The Dow Jones Industrial Average DJIA, -0.32% has returned 3.5% with dividends reinvested through Dec. 4, while the S&P 500 index SPX, -0.15% has returned 2.8%.

As the year nears its close, it’s time to look at what stocks have fared best — and worst.

The health-care sector is this year’s big winner, and that may not be much of a surprise, considering the demographic trends, innovation and overall increasing in spending. But you might be surprised that utilities have performed so well. In fact, they have beaten the performance of the S&P 500 for most long-term periods, showing perhaps how comforting it can be to invest in companies with protected monopolies and municipal contracts that ensure profits. The table also shows how the index and sectors have performed so far in the fourth quarter: poorly overall, but utilities have shined.

Based on weighted aggregate estimates, analysts expect S&P 500 companies to increase their earnings per share by 23.6% this year from 2017. But that factors in a massive cut to the top federal corporate income-tax rate to 21% from 35%.

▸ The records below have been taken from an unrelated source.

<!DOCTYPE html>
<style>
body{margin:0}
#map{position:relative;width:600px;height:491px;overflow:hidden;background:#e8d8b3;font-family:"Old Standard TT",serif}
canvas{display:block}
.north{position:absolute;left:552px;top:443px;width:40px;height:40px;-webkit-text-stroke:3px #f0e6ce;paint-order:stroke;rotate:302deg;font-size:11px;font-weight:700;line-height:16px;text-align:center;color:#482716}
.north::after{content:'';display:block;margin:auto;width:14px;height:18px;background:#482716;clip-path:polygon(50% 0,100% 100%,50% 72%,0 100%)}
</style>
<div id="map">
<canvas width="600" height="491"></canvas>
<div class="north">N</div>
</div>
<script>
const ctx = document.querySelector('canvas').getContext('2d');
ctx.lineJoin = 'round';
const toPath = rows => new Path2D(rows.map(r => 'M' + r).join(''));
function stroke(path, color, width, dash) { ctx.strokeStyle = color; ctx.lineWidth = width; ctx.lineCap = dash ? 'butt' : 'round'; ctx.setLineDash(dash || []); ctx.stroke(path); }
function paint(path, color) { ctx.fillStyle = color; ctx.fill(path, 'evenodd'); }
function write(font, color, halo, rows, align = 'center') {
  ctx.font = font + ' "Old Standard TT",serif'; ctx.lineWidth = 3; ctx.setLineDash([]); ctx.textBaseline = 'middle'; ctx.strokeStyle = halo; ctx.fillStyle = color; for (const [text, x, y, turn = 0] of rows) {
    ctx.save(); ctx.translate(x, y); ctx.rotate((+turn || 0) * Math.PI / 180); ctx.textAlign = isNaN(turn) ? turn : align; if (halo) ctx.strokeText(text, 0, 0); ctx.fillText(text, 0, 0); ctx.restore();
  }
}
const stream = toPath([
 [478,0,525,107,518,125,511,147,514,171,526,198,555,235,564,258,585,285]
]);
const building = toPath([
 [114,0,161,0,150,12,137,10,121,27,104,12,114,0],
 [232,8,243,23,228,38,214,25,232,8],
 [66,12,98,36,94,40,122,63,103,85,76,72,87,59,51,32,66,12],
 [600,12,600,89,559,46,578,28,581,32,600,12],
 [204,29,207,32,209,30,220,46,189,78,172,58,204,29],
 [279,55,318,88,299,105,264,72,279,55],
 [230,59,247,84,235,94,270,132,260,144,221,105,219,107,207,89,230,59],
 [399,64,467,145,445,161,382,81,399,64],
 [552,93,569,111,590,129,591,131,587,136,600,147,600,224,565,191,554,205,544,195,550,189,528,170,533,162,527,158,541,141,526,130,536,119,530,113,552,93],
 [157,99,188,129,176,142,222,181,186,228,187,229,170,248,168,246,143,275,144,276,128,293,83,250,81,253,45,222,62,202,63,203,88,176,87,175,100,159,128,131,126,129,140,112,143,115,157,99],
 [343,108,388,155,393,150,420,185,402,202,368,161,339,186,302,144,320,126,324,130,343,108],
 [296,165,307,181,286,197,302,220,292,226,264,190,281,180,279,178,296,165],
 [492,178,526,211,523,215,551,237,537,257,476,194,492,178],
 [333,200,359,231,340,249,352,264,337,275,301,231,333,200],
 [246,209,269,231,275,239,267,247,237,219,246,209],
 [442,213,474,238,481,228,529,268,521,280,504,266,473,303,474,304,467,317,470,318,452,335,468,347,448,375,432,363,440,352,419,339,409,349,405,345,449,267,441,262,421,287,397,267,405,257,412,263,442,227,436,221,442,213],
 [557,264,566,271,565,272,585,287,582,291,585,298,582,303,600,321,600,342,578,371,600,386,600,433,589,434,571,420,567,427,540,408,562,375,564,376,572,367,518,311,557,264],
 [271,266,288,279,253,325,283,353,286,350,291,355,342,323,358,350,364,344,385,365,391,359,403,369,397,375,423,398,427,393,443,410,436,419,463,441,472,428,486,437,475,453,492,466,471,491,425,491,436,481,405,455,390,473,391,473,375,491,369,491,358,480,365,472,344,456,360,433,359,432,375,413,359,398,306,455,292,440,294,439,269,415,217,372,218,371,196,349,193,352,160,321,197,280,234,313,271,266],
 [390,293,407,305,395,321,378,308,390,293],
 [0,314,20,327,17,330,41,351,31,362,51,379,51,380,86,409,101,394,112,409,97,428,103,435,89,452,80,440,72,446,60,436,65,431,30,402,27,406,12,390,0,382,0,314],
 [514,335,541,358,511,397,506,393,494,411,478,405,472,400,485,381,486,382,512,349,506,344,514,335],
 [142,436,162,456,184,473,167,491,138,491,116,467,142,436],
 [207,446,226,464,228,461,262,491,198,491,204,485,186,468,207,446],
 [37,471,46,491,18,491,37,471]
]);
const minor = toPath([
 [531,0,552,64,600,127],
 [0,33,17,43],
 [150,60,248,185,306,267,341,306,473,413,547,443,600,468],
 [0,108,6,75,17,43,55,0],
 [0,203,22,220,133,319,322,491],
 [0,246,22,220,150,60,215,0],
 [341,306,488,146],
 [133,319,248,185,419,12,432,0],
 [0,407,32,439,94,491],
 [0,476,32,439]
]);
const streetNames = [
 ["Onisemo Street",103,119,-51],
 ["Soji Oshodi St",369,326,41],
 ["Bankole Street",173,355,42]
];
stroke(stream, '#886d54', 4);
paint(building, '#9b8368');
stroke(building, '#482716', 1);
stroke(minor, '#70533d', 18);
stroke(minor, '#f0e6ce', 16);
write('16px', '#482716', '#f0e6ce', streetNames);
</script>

Even among sell-side equity analysts, who typically accentuate the positive, sales and earnings growth are expected to cool off next year, with improvement for most sectors in 2020.

You can click the tickers for more about each company, including news, profiles, estimates, charts, price ratios and ratings.

Advanced Micro Devices AMD, +0.85% is this year’s winner, at least so far, exemplifying how volatile an industry group semiconductors can be. The stock has more than doubled this year, even though it has fallen 32% during the fourth quarter as the information technology sector has pulled back 11%.

What’s missing from the list? A mention of any of the so-called FAANG stocks — Facebook FB, +1.23% Amazon AMZN, +1.85% Apple AAPL, -1.11% Netflix NFLX, +2.74% and Google parent Alphabet GOOG, +1.70% GOOGL, +1.47% After big gains for much of the year, all have now plunged more than 20% from recent peaks, putting them in bear-market territory. That’s even though some still have sizable gains for the year to date.

It is human nature to want to pile on a recent winner. Investors also shy away from “bargain shopping” among stocks that have been falling, even when recent decliners include companies they long admired but whose stocks they have believed were overpriced. George Young of Villere & Co. recently discussed this psychological trap that hurts performance.

Surprise: General Electric GE, +0.96% isn’t the worst S&P 500 performer of 2018, at least through Dec. 4. Rather, it’s Coty COTY, -3.28% which has been on a steadily downward path since February. The beauty products manufacturer named Pierre Laubies as its new CEO on Nov. 12, after a disappointing earnings report sent its shares down 23% on Nov. 7.